** RECORDS FOR THE EXERCISE follows **

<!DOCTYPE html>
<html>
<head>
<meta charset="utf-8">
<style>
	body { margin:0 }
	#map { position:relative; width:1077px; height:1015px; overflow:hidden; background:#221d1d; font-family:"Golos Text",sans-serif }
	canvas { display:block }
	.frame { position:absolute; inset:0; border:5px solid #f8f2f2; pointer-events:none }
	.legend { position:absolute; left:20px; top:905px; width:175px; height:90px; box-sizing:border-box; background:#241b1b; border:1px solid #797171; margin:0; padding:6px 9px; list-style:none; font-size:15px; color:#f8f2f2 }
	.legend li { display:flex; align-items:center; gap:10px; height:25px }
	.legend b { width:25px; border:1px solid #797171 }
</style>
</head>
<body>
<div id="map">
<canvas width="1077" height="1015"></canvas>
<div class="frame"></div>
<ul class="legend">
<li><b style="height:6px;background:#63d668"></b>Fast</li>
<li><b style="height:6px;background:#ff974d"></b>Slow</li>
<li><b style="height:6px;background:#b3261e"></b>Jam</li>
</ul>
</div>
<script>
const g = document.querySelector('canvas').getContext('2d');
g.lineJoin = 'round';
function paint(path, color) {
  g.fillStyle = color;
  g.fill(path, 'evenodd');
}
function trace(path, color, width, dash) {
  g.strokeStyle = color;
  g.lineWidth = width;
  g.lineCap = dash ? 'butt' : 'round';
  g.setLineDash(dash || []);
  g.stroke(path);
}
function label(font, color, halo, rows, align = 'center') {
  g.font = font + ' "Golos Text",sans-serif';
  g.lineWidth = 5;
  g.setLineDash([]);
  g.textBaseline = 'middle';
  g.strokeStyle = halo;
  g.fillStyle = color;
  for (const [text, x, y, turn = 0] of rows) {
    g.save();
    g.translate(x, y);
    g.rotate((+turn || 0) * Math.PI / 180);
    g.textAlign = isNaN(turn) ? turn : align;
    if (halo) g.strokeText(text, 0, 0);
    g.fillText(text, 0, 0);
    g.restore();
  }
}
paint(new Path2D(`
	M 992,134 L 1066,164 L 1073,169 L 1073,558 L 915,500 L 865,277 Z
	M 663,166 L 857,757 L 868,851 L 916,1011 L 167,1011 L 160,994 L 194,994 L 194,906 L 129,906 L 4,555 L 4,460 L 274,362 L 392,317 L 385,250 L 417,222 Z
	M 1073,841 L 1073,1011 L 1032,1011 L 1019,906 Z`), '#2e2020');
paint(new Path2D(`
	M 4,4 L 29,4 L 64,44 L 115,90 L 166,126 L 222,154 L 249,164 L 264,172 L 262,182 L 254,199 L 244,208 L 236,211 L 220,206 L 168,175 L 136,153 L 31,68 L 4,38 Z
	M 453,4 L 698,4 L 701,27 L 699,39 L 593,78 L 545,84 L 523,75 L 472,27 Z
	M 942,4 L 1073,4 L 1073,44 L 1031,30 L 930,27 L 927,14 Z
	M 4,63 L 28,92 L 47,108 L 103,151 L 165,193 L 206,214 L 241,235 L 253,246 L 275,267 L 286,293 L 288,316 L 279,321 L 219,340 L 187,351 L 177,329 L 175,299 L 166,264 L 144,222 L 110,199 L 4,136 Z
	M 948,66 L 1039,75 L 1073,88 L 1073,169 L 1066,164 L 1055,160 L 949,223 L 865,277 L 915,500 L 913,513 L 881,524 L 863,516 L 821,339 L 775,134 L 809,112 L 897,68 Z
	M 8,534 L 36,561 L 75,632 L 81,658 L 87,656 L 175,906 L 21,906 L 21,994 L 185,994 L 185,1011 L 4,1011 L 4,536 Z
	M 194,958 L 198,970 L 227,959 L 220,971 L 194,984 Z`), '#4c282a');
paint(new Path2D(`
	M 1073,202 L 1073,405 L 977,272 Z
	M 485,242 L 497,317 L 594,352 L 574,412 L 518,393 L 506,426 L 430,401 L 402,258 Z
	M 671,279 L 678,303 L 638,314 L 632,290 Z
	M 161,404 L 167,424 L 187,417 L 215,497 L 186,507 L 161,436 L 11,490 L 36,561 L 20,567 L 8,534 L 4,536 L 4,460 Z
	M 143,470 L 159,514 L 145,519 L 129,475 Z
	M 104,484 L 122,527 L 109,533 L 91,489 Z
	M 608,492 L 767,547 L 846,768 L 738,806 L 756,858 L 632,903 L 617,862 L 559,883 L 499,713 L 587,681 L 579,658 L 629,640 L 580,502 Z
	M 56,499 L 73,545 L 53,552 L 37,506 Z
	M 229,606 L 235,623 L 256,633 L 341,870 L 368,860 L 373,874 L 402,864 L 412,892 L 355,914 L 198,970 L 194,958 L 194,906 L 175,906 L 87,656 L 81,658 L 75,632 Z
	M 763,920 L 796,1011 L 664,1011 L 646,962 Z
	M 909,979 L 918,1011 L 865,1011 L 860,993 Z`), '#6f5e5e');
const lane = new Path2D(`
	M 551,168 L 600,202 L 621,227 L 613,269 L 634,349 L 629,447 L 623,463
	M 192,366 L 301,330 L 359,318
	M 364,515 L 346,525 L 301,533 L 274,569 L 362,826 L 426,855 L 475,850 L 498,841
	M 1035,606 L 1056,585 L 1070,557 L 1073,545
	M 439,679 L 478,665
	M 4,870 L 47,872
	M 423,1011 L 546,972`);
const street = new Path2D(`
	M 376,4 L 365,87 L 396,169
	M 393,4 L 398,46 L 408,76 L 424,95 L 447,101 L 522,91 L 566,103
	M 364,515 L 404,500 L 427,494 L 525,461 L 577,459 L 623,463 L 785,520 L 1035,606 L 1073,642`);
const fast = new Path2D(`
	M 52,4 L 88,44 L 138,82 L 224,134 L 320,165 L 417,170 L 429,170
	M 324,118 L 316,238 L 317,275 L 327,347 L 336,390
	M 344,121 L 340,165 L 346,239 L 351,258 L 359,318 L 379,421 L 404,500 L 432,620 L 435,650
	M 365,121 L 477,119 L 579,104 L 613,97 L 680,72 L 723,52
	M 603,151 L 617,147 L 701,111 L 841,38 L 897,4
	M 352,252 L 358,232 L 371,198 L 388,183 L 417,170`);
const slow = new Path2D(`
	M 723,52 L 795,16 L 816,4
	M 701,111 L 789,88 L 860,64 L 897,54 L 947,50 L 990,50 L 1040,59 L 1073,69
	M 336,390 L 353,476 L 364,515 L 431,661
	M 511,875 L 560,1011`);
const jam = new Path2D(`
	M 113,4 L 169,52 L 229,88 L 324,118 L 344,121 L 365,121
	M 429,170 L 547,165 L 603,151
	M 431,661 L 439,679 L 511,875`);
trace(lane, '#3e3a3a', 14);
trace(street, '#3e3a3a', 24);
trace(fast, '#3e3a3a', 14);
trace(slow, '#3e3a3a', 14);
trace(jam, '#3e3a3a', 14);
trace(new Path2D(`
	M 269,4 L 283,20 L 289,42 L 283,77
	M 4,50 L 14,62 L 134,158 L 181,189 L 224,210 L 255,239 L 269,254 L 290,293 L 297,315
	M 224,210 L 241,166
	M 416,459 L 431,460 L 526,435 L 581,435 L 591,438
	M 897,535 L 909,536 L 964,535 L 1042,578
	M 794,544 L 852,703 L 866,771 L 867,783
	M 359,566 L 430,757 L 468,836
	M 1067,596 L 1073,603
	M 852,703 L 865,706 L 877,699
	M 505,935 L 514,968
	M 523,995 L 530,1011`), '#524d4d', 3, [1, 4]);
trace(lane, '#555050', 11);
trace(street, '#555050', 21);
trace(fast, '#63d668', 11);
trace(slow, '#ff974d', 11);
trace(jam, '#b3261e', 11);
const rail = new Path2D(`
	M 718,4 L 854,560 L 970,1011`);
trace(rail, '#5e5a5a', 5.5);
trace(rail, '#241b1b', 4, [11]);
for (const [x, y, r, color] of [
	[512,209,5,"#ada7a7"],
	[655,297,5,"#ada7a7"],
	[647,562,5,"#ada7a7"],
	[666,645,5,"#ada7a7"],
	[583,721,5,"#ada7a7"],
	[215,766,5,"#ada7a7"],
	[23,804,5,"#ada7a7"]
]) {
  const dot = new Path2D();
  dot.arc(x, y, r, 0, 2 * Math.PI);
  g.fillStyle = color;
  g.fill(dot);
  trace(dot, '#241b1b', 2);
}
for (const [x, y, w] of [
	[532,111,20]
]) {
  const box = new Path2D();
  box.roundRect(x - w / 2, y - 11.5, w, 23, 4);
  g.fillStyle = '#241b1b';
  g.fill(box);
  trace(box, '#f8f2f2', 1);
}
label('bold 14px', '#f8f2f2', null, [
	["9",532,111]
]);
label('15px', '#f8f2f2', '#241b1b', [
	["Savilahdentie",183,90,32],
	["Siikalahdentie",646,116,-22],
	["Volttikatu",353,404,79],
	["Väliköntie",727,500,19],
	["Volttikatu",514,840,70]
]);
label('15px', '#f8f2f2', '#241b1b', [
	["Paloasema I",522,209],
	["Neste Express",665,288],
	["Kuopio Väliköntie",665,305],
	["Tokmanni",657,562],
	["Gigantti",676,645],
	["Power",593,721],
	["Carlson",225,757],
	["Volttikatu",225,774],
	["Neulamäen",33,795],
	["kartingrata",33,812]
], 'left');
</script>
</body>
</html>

** End of RECORDS FOR THE EXERCISE **

Each line in the listing either holds the word "lane" or does not. Report how many do, as a bare number.

- _ANSWER_
3